Thomas Secures His First Tour de France Title

Thomas Secures His First Tour de France Title


Geraint Thomas effectively sealed his first Tour de France title on Saturday by protecting the yellow jersey in the penultimate stage time trial.

Thomas, a Welsh rider with Team Sky, will take a lead of 1 minute and 51 seconds over Tom Dumoulin into the mostly ceremonial finish on the Champs-Élysées in Paris on Sunday.

Dumoulin won the stage by one second ahead of four-time champion Chris Froome, who leapfrogged Primoz Roglic into third place overall.

“After a difficult day yesterday I did not think it was possible,” Froome said. “I’m very, very happy. Being on the podium with Geraint is a dream.”

Thomas finished third in the 20th stage, 14 seconds behind, but that was more than enough to protect the lead of more than two minutes he had at the start of the day.

Wearing an all-yellow skin suit while riding a bike in the red, white and blue colors of the British flag, the 32-year-old Thomas was the last rider to start.
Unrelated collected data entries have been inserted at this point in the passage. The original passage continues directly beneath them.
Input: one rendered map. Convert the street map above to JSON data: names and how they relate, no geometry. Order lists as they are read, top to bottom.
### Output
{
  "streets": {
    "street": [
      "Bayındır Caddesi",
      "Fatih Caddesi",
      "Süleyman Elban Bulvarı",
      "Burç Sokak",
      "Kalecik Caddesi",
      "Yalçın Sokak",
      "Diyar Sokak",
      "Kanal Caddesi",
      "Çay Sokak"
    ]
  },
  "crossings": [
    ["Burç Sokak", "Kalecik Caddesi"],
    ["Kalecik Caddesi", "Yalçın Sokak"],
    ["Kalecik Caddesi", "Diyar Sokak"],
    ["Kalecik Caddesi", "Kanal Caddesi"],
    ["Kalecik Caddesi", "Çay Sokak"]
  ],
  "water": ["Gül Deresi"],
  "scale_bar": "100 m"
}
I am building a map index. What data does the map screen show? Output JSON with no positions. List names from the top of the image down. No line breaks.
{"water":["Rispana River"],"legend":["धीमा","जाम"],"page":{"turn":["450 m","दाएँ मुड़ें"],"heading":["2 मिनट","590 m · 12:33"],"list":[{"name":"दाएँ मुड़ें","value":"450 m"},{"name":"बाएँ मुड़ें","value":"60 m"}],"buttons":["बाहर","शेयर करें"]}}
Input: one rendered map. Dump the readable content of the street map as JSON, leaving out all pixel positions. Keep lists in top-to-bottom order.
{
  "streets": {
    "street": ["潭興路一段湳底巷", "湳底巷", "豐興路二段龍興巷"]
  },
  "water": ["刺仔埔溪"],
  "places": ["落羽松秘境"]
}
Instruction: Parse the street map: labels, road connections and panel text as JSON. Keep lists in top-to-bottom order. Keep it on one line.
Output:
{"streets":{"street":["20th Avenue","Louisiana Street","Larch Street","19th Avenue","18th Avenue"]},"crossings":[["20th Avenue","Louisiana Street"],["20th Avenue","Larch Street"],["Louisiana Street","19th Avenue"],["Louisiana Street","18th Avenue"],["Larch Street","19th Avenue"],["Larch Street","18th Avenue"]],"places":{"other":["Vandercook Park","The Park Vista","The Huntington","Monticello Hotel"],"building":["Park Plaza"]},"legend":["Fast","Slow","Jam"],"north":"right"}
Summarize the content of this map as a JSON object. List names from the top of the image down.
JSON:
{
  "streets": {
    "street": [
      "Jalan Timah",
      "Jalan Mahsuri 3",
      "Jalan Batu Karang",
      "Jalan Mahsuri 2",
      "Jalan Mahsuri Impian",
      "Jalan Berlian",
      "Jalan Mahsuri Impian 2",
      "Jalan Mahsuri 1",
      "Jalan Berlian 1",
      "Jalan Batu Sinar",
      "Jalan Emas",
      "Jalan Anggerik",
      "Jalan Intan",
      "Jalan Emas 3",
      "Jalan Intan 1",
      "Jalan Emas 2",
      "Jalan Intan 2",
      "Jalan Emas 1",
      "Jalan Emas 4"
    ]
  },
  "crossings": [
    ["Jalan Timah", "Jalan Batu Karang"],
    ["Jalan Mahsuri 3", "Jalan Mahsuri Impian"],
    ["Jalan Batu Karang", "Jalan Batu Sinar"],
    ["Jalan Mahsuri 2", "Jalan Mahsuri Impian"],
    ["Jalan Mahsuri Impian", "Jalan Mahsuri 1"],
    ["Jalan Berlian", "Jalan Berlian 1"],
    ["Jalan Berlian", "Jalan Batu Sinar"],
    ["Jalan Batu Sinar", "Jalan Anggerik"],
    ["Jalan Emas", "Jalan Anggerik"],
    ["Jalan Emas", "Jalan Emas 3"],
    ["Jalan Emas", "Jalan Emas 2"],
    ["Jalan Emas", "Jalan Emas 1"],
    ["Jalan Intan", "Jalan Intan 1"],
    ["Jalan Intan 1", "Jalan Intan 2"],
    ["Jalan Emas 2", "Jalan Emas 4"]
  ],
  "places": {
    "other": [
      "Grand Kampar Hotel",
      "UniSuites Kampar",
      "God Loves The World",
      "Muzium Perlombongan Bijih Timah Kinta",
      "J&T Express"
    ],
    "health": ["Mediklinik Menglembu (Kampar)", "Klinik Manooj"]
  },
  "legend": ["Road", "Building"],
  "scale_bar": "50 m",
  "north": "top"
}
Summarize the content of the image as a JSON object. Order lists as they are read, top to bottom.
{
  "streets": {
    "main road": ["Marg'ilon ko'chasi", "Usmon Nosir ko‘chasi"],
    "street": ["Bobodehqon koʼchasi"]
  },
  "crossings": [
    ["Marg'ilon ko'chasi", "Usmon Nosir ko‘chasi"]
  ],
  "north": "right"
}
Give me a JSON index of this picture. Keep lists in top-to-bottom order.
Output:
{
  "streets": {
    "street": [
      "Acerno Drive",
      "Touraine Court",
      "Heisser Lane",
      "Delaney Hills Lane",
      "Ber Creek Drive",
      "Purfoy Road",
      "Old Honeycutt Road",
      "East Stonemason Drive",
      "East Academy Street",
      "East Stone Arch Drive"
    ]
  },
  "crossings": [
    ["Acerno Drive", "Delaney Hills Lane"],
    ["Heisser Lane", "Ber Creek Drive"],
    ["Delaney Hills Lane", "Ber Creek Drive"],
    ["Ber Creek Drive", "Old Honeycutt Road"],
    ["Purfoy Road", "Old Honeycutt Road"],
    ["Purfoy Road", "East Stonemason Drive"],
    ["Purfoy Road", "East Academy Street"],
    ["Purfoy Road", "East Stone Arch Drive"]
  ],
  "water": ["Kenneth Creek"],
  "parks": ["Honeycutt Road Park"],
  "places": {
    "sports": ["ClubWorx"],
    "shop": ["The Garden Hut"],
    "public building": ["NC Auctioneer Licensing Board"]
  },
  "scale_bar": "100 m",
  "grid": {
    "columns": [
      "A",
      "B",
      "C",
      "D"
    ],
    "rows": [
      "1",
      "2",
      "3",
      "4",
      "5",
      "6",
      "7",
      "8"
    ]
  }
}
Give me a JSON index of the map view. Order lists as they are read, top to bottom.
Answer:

With a few drops of rain falling, Thomas was quick to regain control when his wheel appeared to lock up coming around a tricky, tight corner early in the route.

At the finish, Thomas let out a loud scream and held his arms out wide in celebration. He then embraced his wife, Sara Elen, as soon as he got off his bike.

Thomas is poised to become the third British rider — and first Welshman — to win the Tour after Bradley Wiggins and Froome. Also, he can make it Sky’s sixth victory in the last seven years.

Thomas claimed the yellow jersey by winning Stage 11 in the Alps, followed that up with another victory atop Alpe d’Huez a day later and then defended his advantage through the Pyrenees.

Thomas was a support rider during Froome’s title rides but he became Sky’s undisputed leader when Froome cracked in the grueling 17th stage through the Pyrenees.

An all-around rider who began his career on the track, Thomas helped Britain to gold medals in team pursuit at both the 2008 and 2012 Olympics before turning his full attention to road racing.

Dumoulin clocked 40 minutes, 52 seconds over the hilly and technical 31-kilometer (19-mile) route.

It marked the first time in 12 years that the Tour passed through the Basque Country and fans waving the region’s red, green and white flags lined the entire route in front of the area’s traditional half-timbered houses.

It was Dumoulin’s second career stage win in the Tour, having also won a time trial in 2016. The Dutchman has now won six TT’s overall at the three Grand Tours — the Tour, the Giro d’Italia and the Spanish Vuelta — and he is also the time trial world champion.

“It’s amazing to finish second in the Tour de France,” Dumoulin said. “I’m 27 years old and hopefully I’ll get stronger, especially in the mountains, and hopefully one day I will be able to win.”